3. According to your interpretation of the above extract from the judgment of Schreiner JA,
what used to be the relationship between customary law and common law in the South
African legal system?

Schreiner JA interpreted section 11(1) of the Black Administration Act (BAA), which reads:


it shall be in the discretion of the Commissioners’ Courts in all suits or proceedings between
Blacks involving questions of customs followed by Blacks, to decide such questions according
to the Black law applying to such customs except in so far [as] it shall have been repealed or
modified: provided that such Black law shall not be opposed to the principles of public policy
or natural justice ...


Hence, the judge insists that the president of the Appeal Court for Commissioners’ Courts
was given the discretion to apply customary law in proper cases that called for such special
treatment; otherwise he was mandated to apply the common law to cases involving Africans.
This means that the BAA did not give customary law the status of a law to be applied in cases
between Africans. Instead, it gave the Commissioners’ Courts the discretion to apply
customary law only in special cases where the interests of justice called for it.

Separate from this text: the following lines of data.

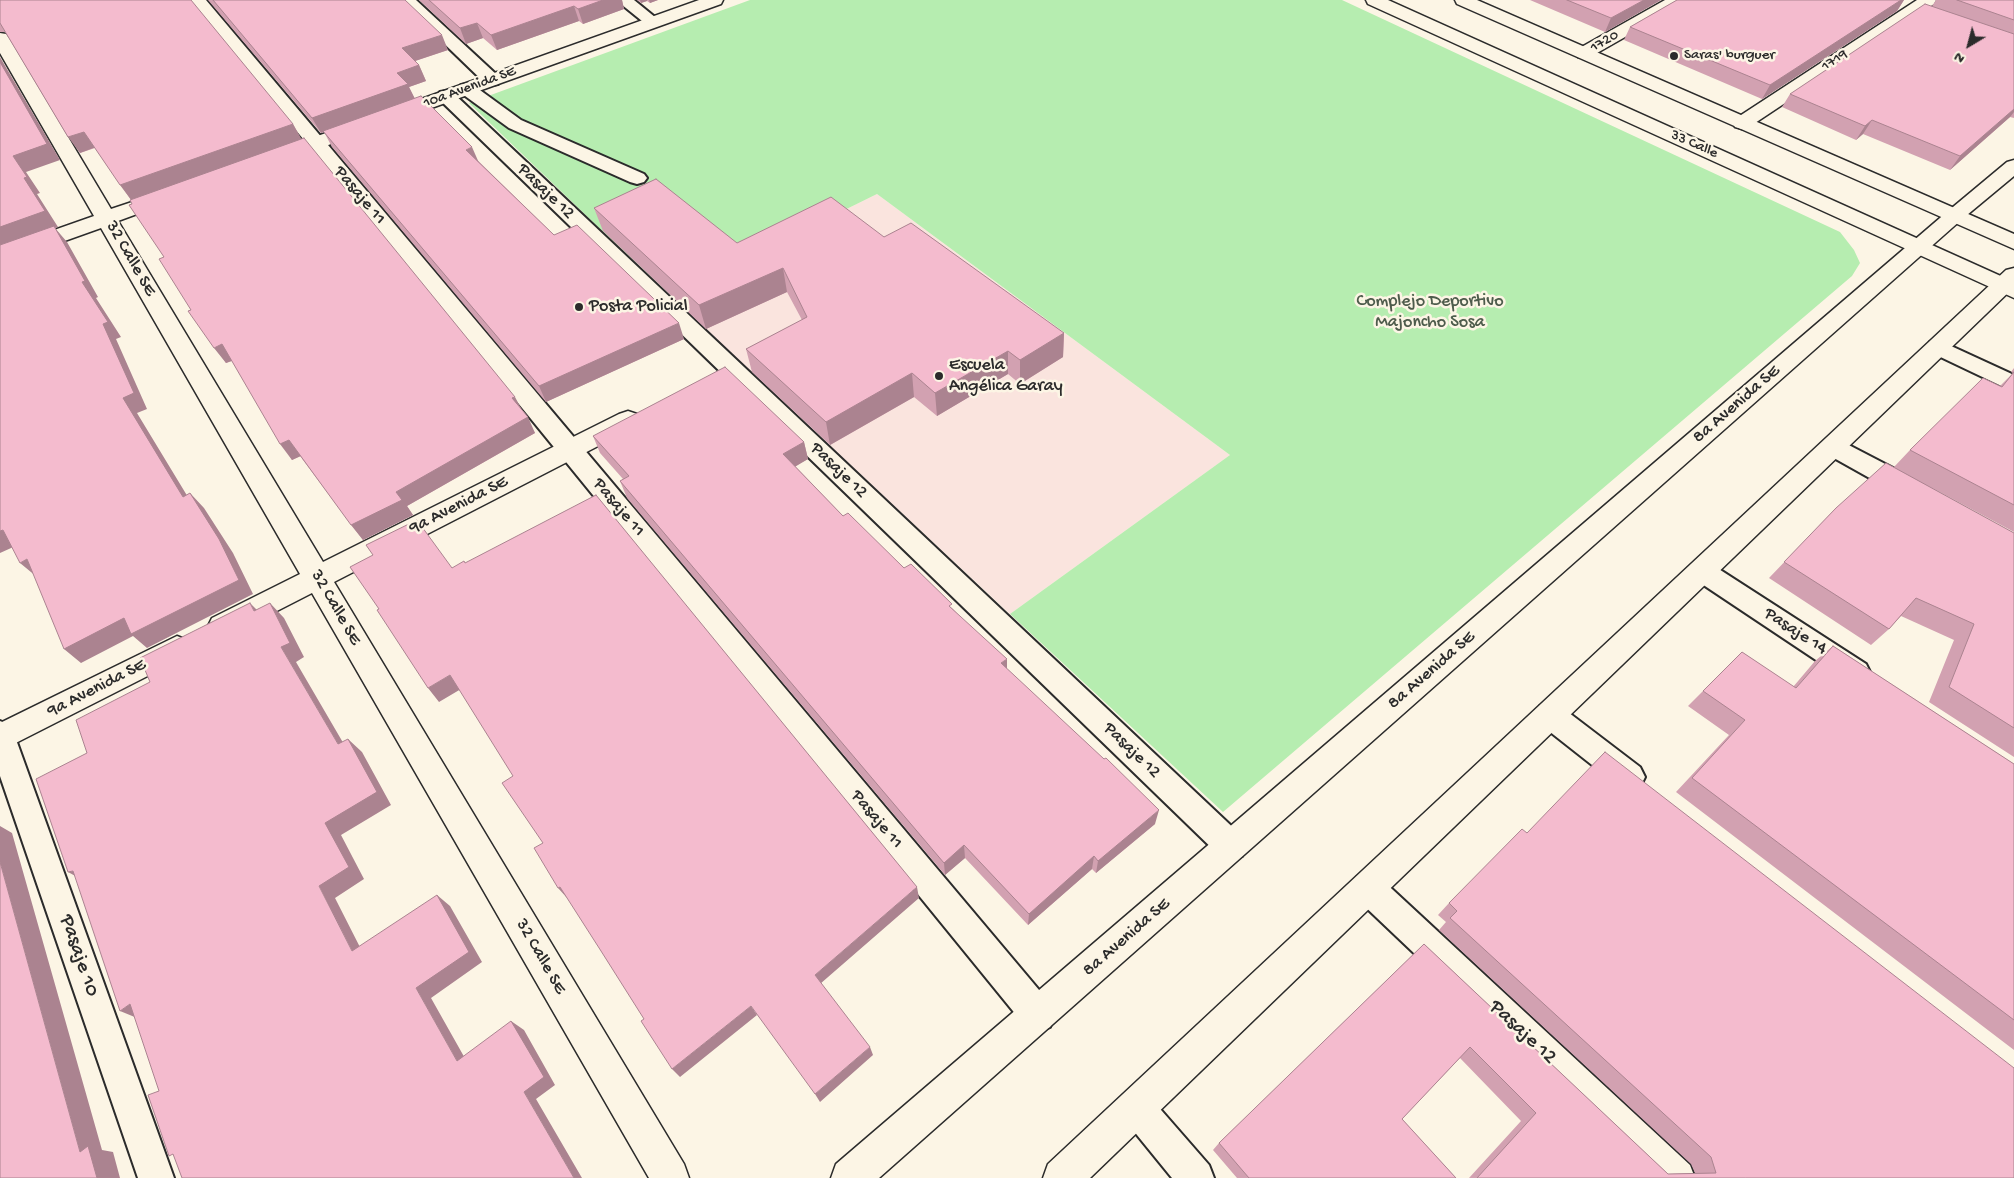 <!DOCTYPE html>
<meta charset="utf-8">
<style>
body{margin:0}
#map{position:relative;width:2014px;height:1178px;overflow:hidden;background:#fcf5e5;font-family:"Gochi Hand",sans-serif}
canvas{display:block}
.north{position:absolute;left:1944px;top:20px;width:50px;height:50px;-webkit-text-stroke:4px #fcf5e5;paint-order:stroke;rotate:217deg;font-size:14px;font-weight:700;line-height:20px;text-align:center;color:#2b2b2b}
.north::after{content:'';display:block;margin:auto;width:18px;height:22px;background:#2b2b2b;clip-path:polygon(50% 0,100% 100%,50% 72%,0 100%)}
</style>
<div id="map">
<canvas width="2014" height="1178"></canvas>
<div class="north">N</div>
</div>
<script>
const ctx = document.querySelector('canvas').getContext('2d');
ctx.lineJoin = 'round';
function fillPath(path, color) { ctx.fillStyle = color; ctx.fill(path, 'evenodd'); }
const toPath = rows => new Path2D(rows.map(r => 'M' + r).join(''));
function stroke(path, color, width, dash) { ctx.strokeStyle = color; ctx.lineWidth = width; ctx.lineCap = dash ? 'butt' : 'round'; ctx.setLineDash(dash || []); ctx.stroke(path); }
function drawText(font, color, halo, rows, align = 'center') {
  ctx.font = font + ' "Gochi Hand",sans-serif'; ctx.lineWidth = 5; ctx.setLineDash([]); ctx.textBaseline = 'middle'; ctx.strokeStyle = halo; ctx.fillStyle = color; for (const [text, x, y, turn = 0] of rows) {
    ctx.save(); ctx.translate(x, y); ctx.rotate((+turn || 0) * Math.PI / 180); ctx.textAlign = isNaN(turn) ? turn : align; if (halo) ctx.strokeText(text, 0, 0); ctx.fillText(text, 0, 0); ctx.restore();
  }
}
const built = toPath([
 [877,194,1230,455,1010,614,670,296]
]);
const green = toPath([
 [750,0,1342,0,1840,232,1854,250,1860,263,1852,276,1223,812,1010,614,1230,455,877,194,670,296,469,103]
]);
const service = toPath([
 [190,0,206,0,1050,1003,1055,1015,1050,1027,1038,1032,1026,1027,190,0],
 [399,0,416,0,498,76,501,80,498,84,492,85,486,84,399,0],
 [616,0,634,0,661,22,659,25,647,25,616,0],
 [467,84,473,85,521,120,644,174,647,178,644,182,637,184,630,182,509,128,461,93,458,89,461,85,467,84],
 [446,91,452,92,1242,836,1246,846,1242,856,1231,861,1220,856,440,100,437,96,440,92,446,91],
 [1938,340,2014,375,2014,392,1930,352,1927,347,1930,342,1938,340],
 [1833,438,1841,441,1918,481,1921,488,1918,495,1909,497,1900,495,1825,453,1821,447,1825,441,1833,438],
 [1702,561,1711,564,1866,664,1870,672,1866,680,1856,684,1846,680,1693,578,1689,571,1693,564,1702,561],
 [1550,703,1560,706,1640,767,1645,777,1640,787,1630,790,1620,787,1540,724,1536,715,1540,706,1550,703],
 [0,721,10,725,14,734,174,1178,138,1178,0,776,0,721],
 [1368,873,1379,877,1690,1165,1695,1178,1651,1178,1357,899,1352,888,1357,877,1368,873],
 [1136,1089,1148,1095,1209,1165,1214,1178,1172,1178,1124,1119,1118,1107,1124,1095,1136,1089]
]);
const minor = toPath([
 [699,0,723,0,721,4,281,162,274,164,267,162,264,158,267,154,699,0],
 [1665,0,1685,0,1683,4,1590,57,1584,58,1578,57,1575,53,1578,49,1665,0],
 [1917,0,1936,0,1934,4,1749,127,1742,129,1735,127,1733,123,1735,119,1917,0],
 [0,33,6,34,9,38,111,209,168,190,175,192,178,196,175,200,118,221,323,562,619,414,628,411,637,414,640,420,637,426,334,582,684,1164,689,1178,649,1178,312,593,232,634,222,638,212,634,208,626,212,618,300,574,101,228,0,264,0,249,94,216,0,53,0,33],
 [2014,160,2014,176,1961,220,1954,222,1947,220,1944,216,1947,212,2007,162,2014,160],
 [177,636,187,640,191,648,187,656,0,751,0,723,177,636]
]);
const tertiary = toPath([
 [1954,210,1961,212,1964,216,1961,220,879,1178,831,1178,836,1164,1947,212,1954,210],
 [2014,268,2014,287,1090,1178,1043,1178,1048,1164,2006,270,2014,268]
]);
const primary = toPath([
 [1366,0,1388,0,2014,282,2014,298,1368,4,1366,0],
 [1455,0,1477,0,2014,234,2014,249,1457,4,1455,0]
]);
const wall = toPath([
 [0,0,293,124,301,139,523,412,535,433,407,506,413,515,363,540,300,456,292,460,232,361,226,363,191,310,164,257,131,200,95,148,80,153,5,32,0,32],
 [208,0,405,0,448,50,415,61,419,65,426,81,409,87,415,99,554,235,684,339,546,402,332,147,324,132,321,133],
 [419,0,622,0,624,9,583,24,579,21,497,50,483,38,466,44],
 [637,0,658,0,650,3,647,1,641,3],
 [1530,0,1661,0,1605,32],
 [1677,0,1904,0,1897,11,1762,99,1624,40,1630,27],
 [1936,0,2014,0,2014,118,2010,117,1950,170,1863,134,1856,140,1782,107,1790,94,1932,6],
 [594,208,737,243,884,237,1064,333,1063,357,1020,384,1008,374,937,416,914,397,830,445,752,372,746,349,802,320,787,292,706,329,603,231],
 [2014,368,2014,532,1923,483,2014,533,2014,757,1929,702,1954,640,1901,616,1889,629,1871,645,1769,578,1836,508,1894,467,1910,450,2000,386,2013,373,2011,372],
 [593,436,804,442,808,459,795,466,843,516,953,609,1007,669,1155,824,1096,873,1092,869,1028,925,965,858,945,875,627,498,620,481,623,479,600,453],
 [1833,646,2014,764,2014,1050,1676,792,1729,735,1688,706,1742,652,1793,687,1815,661],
 [1527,833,2014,1178,1469,1178,1521,1121,1460,1058,1402,1119,1456,1178,1237,1178,1213,1150,1219,1143,1424,944,1668,1174,1695,1173,1691,1164,1439,930,1446,922,1438,915,1449,903]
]);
const shadedWall = toPath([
 [603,0,622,0,624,9,583,24,578,9],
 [640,0,647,0,647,1,641,3],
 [649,0,658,0,650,3],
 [1644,0,1661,0,1605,32,1611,18],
 [1901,0,1904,0,1897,11,1762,99,1770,85],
 [574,6,579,21,497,50,491,35],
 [477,23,483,38,466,44,460,28],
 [442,35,448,50,409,63,402,48],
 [0,57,60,160,26,172,40,193,37,194,58,227,55,228,67,242,98,297,96,298,121,337,116,339,147,409,137,413,197,512,183,497,0,248,0,227,24,178,13,156,0,62],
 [419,65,426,81,409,87,415,99,321,133,312,118,397,73],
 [2014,109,2014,112,2010,117,1950,170,1960,156],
 [1872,120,1863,134,1856,140,1865,126],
 [293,124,302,140,132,201,120,185],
 [84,132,96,147,80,153,68,137],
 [472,147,479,163,466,150],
 [783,268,787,292,706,329,699,305],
 [679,323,684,339,546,402,539,386],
 [1064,333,1063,357,1020,384,1020,360],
 [222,344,234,360,226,363,214,348],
 [1008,351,1008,374,937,416,935,393],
 [912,373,914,397,830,445,826,422],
 [515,397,523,412,512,398],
 [528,417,535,433,407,506,413,515,363,540,351,525,396,492],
 [289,440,301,456,292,460,280,444],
 [804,442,808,459,788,471,783,454],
 [190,493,204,508,233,553,253,594,147,648,133,636,81,663,64,649],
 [3,530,20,544,0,553,0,531],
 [27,559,37,577,20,563],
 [250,603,265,618,254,611],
 [270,603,284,618,304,657,296,662,352,758,338,744,281,647],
 [1007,659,1007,674,1001,663],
 [450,675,461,689,439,702,428,688],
 [348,739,362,752,391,805,341,835,364,879,335,898,367,961,352,951,319,886,325,823],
 [1159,810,1155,824,1096,873,1098,861],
 [0,826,12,833,102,1150,113,1152,120,1178,97,1178,80,1152,0,862],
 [964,845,965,858,945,875,944,863],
 [1094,856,1092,869,1028,925,1029,914],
 [73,871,90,884,68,872],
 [560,887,568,899,558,888],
 [917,887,919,898,820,984,815,975],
 [437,895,450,906,482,962,431,998,471,1069,457,1061,416,988],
 [130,1004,142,1020,120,1011],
 [751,1006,757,1015,680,1077,672,1069],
 [511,1021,524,1030,555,1085,536,1099,582,1178,574,1178,524,1092],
 [870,1047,873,1055,820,1102,815,1094]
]);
const building = toPath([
 [0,0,191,0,293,124,120,185,84,132,68,137,0,23,0,0],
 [213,0,405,0,442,35,402,48,419,65,397,73,408,84,312,118,213,0],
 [429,0,603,0,578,9,574,6,491,35,477,23,460,28,429,0],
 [1567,0,1644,0,1611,18,1567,0],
 [1677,0,1901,0,1770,85,1630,27,1677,0],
 [1957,0,2014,0,2014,20,1957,0],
 [1925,4,2014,34,2014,109,1960,156,1872,120,1865,126,1790,94,1925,4],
 [0,62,47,144,13,156,27,177,24,178,45,211,0,227,0,62],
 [421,96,472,147,466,150,554,235,577,225,679,323,539,386,323,131,421,96],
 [304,138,515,397,512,398,528,417,396,492,402,500,351,525,289,440,280,444,222,344,214,348,188,311,191,310,159,259,164,257,129,205,132,204,130,200,304,138],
 [656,179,737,243,831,197,884,237,911,223,1064,333,1020,360,1008,351,935,393,912,373,826,422,746,349,807,317,783,268,699,305,594,208,656,179],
 [54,226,85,281,82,282,108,322,103,324,134,393,123,398,183,497,190,493,219,539,239,580,131,634,124,618,64,649,27,559,20,563,3,530,0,531,0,245,54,226],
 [725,367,804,442,783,454,843,516,848,513,904,568,911,564,952,604,949,606,1007,659,1001,663,1104,759,1106,758,1159,810,1098,861,1094,856,1029,914,964,845,944,863,620,481,629,476,593,436,725,367],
 [2014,372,2014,505,1910,450,1983,378,2002,387,2014,372],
 [1886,463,2014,533,2014,728,1949,687,1974,624,1916,598,1889,629,1784,562,1836,508,1886,463],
 [596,495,917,887,815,975,870,1047,815,1094,751,1006,672,1069,641,1021,644,1019,601,951,560,887,558,888,534,848,543,843,502,783,513,776,450,675,428,688,377,610,379,609,350,567,373,555,366,545,417,520,452,568,464,561,465,563,596,495],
 [250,603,254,611,270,603,290,643,281,647,338,744,348,739,377,792,325,823,349,867,319,886,352,951,437,895,469,952,416,988,457,1061,511,1021,544,1077,524,1092,574,1178,182,1178,173,1154,169,1156,148,1095,159,1091,130,1004,120,1011,73,871,68,872,36,779,87,753,76,720,150,682,140,658,250,603],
 [1833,646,2014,764,2014,1020,1692,778,1745,720,1703,691,1742,652,1796,688,1833,646],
 [1605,752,2014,1068,2014,1178,1477,1178,1536,1113,1470,1047,1402,1119,1456,1178,1249,1178,1219,1143,1424,944,1668,1174,1716,1173,1711,1157,1450,918,1457,911,1449,903,1522,829,1527,833,1605,752],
 [0,862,80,1152,88,1146,97,1178,0,1178,0,862]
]);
const markers = [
 [1674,56,5,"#2b2b2b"],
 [579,307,5,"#2b2b2b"],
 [939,376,5,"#2b2b2b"]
];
const farStreetnames = [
 ["1720",1605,42,-30],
 ["1719",1835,61,-33],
 ["10a Avenida SE",470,88,-20],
 ["33 Calle",1694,145,24]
];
const farPoinames = [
 ["Saras' burguer",1684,56]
];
const streetNames = [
 ["Pasaje 12",545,192,44],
 ["Pasaje 11",359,196,50],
 ["32 Calle SE",130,259,60],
 ["8a Avenida SE",1737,405,-41],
 ["Pasaje 12",838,471,44],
 ["9a Avenida SE",459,506,-27],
 ["Pasaje 11",618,508,50],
 ["32 Calle SE",335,608,60],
 ["Pasaje 14",1795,632,33],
 ["8a Avenida SE",1432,671,-41],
 ["9a Avenida SE",97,689,-27],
 ["Pasaje 12",1131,751,44],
 ["Pasaje 11",876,820,50],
 ["8a Avenida SE",1127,938,-41],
 ["32 Calle SE",540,957,60]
];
const parkNames = [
 ["Complejo Deportivo",1430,302],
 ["Majoncho Sosa",1430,323]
];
const poiNames = [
 ["Posta Policial",589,307],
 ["Escuela",949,366],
 ["Angélica Garay",949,387]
];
const nearStreetnames = [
 ["Pasaje 10",78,956,71],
 ["Pasaje 12",1522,1033,43]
];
fillPath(built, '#fae4de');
fillPath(green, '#b6edb0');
stroke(service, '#2b2b2b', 4);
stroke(minor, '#2b2b2b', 3);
stroke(tertiary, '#2b2b2b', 3);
stroke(primary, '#2b2b2b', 3);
fillPath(service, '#fcf5e5');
fillPath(minor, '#fcf5e5');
fillPath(tertiary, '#fcf5e5');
fillPath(primary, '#fcf5e5');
fillPath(wall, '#d2a1b1');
fillPath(shadedWall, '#ab8390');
fillPath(building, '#f4bbce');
stroke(building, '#ab8390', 1);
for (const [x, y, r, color] of markers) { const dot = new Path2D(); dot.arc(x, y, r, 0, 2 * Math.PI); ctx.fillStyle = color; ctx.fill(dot); stroke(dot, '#fcf5e5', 2); }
drawText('15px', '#2b2b2b', '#fcf5e5', farStreetnames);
drawText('15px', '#2b2b2b', '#fcf5e5', farPoinames, 'left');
drawText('18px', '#2b2b2b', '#fcf5e5', streetNames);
drawText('18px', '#4e5c4c', '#fcf5e5', parkNames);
drawText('18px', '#2b2b2b', '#fcf5e5', poiNames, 'left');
drawText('21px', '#2b2b2b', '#fcf5e5', nearStreetnames);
</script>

Therefore, the
president of the Appeal Court for Commissioners’ Courts erred in holding that such courts
were mandated to apply primarily customary law instead of common law, which was the law
of the land.


4. Study the extract from Ngcobo J’s judgment in the Bhe case and write a reasoned opinion as
to who caused black people’s poverty in South Africa and how they did it. (in study guide –
pg 4)


As the extract makes it clear, the union government promulgated the BAA as a tool to
establish a separate administration for blacks and to create instruments to ensure the
systematic impoverishment of black people. It established the office of the Governor- General
as the “supreme chief of all Africans” in the country and gave him absolute power to drive
them off their land without compensation and to resettle them on unproductive and barren
land. This administration created false geographical divisions called “white areas” from
which black people were forcibly removed. This colossal social experiment called segregation
had the desired results: it caused untold suffering for the back people and impoverished them.


5. What is the importance of the transitional period in South African history?